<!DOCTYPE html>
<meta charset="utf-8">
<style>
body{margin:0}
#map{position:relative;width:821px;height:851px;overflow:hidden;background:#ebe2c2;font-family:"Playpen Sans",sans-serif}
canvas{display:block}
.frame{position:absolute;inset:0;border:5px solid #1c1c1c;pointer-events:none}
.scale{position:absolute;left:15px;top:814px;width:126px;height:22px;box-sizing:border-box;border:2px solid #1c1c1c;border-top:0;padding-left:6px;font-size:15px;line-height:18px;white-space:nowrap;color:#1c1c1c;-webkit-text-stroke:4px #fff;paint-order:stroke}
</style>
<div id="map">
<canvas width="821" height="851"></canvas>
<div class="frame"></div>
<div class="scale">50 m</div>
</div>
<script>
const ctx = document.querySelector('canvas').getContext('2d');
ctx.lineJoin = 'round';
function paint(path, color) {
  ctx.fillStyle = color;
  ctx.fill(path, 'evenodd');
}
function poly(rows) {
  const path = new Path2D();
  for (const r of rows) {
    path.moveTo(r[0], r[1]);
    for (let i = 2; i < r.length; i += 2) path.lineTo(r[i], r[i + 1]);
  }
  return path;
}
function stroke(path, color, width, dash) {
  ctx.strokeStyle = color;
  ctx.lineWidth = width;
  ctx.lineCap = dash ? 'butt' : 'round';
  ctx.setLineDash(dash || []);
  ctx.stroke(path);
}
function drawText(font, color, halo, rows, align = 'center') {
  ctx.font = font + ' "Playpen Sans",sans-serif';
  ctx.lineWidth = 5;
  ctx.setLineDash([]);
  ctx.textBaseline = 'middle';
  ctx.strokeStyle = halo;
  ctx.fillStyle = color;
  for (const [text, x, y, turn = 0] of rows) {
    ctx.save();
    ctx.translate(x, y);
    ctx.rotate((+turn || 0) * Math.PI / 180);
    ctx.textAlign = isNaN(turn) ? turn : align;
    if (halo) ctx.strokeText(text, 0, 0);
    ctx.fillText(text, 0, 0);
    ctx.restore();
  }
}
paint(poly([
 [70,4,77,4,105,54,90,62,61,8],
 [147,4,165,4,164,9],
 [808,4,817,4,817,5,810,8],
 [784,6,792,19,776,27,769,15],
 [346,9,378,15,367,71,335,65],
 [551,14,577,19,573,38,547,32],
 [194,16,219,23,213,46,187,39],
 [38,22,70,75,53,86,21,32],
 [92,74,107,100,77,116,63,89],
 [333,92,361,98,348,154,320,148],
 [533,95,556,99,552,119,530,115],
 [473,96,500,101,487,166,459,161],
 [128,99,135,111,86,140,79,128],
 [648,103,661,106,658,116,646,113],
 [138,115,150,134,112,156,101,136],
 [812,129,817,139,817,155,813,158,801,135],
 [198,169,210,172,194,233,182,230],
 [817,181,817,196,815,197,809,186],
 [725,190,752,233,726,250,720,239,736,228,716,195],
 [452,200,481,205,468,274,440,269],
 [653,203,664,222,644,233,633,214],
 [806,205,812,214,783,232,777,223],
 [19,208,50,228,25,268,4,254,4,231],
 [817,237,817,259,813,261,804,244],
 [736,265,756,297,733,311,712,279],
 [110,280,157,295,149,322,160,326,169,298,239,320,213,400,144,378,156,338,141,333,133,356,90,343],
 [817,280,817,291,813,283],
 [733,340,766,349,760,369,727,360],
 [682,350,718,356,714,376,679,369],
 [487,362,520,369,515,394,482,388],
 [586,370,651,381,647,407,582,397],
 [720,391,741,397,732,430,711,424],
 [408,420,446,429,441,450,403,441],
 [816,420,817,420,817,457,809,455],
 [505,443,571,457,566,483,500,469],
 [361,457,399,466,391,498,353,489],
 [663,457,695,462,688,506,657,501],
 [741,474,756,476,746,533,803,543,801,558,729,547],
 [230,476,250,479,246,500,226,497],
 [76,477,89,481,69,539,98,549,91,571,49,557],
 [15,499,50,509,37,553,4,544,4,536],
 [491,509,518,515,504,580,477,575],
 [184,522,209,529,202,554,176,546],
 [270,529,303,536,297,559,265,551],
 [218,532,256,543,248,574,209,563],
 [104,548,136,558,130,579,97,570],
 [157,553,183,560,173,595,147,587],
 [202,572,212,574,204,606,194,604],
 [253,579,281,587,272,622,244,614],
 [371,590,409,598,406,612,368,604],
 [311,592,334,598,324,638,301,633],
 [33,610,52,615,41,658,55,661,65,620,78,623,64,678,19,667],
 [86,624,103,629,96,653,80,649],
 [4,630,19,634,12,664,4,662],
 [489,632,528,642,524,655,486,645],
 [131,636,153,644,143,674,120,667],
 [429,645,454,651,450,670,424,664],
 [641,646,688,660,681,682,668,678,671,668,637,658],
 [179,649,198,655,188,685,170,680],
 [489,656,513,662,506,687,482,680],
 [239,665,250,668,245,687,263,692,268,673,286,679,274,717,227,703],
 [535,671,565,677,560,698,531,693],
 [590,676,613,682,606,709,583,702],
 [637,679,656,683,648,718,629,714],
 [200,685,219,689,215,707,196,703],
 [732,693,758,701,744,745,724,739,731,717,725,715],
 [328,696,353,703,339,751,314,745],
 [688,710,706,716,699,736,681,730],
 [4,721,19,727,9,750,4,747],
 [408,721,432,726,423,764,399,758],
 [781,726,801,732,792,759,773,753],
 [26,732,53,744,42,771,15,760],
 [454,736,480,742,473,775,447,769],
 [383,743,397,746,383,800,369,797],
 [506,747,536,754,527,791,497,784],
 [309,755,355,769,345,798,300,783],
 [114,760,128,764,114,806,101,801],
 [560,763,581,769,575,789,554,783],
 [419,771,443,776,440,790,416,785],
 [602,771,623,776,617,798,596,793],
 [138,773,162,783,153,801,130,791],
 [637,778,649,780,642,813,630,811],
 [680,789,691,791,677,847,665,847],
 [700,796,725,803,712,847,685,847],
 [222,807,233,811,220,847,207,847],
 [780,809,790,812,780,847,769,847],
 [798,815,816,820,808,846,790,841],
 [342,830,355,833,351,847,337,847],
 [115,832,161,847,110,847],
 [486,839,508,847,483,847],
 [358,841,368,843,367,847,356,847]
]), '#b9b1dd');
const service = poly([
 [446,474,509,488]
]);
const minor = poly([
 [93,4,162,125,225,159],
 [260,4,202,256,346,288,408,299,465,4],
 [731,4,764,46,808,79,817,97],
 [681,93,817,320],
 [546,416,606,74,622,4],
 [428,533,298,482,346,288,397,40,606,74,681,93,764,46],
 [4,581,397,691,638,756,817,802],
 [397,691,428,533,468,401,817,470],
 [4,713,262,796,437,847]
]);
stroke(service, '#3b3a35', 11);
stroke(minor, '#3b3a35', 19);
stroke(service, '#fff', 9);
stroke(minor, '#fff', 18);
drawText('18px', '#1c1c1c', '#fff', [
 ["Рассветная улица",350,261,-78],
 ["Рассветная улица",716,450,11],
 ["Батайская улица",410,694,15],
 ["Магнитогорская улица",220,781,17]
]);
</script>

◆ ◆ ◆ ◆ ◆

Now copy each line of the entries that mentions "align".

-- OUTPUT FOR THIS TASK --
function drawText(font, color, halo, rows, align = 'center') {
    ctx.textAlign = isNaN(turn) ? turn : align;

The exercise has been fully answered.